Ma la scoperta più grande è arrivata con la riapertura al running e alla possibilità di allontanarsi dalla propria abitazione. Avrei potuto farlo anche prima, senza che mai nessuno lo sapesse, ma ho preferito seguire le regole. A mezzanotte del 4 maggio (anzi in realtà qualche minuto prima) col calare delle notte sono uscito come mia consuetudine e mi è sembrato strano oltrepassare qual confine virtuale che fino al giorno prima segnava la fine del mio mondo. È stato come varcare un portale magico che mi ha proiettato in una nuova realtà. Il mondo si è aperto, l’aria di colpo è diventata più fresca e le luci dei lampioni filtranti tra le foglie degli alberi mi hanno indicato la strada. Ho corso su e giù lungo le vie della città, come se stessi correndo la mia personale maratona. In centro carreggiata, seguendo la linea ideale frammentata che mi ha fatto scoprire un nuovo paese.
Un silenzio assordante, l’eco dei passi scandito dai muri dei palazzi, le luci intermittenti dei semafori, le auto in fila abbandonate. Mi sono sentito come all’inizio di quei film catastrofici dove l’umanità sembra scomparsa. In poco più di quaranta minuti di corsa non ho incrociato nessuno. Ho solo seguito la mia ombra allungarsi e accorciarci, frammentandosi sull’asfalto. Ho solo sentito il mio fiato diventare corto e poi prendere il ritmo dei passi. Padrone nel regno dei runner.
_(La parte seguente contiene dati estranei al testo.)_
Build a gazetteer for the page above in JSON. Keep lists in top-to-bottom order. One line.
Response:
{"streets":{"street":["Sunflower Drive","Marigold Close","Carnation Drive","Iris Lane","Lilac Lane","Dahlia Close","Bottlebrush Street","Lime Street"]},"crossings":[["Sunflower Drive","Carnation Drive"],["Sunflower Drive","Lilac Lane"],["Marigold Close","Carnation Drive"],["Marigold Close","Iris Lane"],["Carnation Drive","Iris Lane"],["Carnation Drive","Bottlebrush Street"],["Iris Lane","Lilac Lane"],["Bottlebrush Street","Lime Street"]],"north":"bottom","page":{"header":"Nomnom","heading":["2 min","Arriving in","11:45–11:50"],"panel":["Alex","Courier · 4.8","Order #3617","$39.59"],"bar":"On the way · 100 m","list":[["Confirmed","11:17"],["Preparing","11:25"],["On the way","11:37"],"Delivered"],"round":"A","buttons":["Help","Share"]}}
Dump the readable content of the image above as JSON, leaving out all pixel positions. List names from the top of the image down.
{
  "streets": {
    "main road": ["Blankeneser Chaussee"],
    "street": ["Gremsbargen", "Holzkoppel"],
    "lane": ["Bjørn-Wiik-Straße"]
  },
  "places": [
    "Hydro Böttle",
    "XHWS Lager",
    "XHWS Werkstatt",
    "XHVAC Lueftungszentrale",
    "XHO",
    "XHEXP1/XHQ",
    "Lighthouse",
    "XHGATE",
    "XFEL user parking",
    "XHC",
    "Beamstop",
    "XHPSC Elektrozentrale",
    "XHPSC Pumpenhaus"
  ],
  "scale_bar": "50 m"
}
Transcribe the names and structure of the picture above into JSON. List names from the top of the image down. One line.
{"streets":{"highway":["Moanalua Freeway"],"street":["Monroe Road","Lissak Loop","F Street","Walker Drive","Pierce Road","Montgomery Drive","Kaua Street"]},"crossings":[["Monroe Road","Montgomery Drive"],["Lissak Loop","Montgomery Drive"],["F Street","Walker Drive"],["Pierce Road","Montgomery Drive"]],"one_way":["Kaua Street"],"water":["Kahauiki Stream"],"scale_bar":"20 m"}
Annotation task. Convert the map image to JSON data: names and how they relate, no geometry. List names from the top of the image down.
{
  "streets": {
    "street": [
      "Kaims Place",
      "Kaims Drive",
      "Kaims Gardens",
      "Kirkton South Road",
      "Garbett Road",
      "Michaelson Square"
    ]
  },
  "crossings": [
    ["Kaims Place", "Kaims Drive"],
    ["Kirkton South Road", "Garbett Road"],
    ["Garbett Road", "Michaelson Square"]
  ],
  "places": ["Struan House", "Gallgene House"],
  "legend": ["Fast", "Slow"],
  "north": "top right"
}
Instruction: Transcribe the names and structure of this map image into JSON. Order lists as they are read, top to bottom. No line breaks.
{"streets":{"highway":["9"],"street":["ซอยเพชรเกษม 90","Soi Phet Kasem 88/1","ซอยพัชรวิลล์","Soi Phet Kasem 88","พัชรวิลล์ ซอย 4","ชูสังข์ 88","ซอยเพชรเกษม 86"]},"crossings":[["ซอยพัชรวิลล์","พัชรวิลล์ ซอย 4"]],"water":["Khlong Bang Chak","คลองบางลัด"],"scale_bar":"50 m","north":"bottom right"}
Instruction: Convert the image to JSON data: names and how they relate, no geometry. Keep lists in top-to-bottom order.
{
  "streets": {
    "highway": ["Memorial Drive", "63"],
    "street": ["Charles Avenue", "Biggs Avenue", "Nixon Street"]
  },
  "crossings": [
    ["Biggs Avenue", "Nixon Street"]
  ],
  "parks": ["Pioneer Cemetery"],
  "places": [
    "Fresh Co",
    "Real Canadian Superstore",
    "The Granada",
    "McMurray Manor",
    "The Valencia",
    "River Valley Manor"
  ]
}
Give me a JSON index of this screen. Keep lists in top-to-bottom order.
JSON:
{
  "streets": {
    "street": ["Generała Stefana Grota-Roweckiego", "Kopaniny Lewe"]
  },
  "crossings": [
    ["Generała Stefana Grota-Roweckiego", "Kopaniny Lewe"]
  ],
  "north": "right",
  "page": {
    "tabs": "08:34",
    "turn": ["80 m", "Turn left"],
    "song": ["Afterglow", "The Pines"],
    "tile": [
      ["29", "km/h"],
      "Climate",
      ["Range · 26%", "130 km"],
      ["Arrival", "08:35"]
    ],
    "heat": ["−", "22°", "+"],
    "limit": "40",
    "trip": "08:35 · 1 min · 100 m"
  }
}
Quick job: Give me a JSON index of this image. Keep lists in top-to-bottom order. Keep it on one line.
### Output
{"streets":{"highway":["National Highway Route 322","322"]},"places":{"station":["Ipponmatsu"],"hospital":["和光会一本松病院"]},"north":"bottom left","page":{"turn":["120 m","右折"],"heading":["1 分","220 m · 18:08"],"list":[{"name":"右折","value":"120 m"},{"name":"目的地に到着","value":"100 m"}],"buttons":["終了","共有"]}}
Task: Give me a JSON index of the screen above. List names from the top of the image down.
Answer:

Ma la tentazione fa l’uomo ladro. Non ho nemmeno resistito al richiamo del giorno. Appena ho potuto mi sono rituffato nella mia prima corsa diurna dopo settimane. Un giro studiato tra i sentieri deserti della campagna. Quelle strade contadine diventate abitudine per i runner. Ma con mia somma sorpresa riscoperte in queste settimane anche da altre decine di persone. Ho dovuto slalomare per rispettare i due metri di distanza prescritti dalle ordinanze, accelerare per evitare sguardi polemici, cambiare spesso strada per evitare portatori non patentati di mascherine. Un’ora d’aria diventata una sofferenza continua, con l’attenzione portata verso l’altro piuttosto che sul godimento del momento. Una continua ricerca di tranquillità, di normalità, evaporata sotto un solo primaverile fin troppo caldo. Così mi sono arreso.
Non è ancora tempo per noi. La corsa deve essere un piacere e non qualcosa ritagliato dal fastidio altrui. La fatica, il sudore, la stanchezza delle gambe devono essere assaporate per dare il loro beneficio. La corsa deve servire anche per ritrovare sé stessi, per dedicarsi un momento di sana normalità, per avere un obiettivo da raggiungere giorno dopo giorno. Correre più lontano per ritrovarsi ancora una volta in gabbia non ha senso. Non ne vale la pena. Io ho bisogno di altro. Di quelle sensazioni, di quei momenti, di quella libertà che solo la notte è in grado di regalarmi.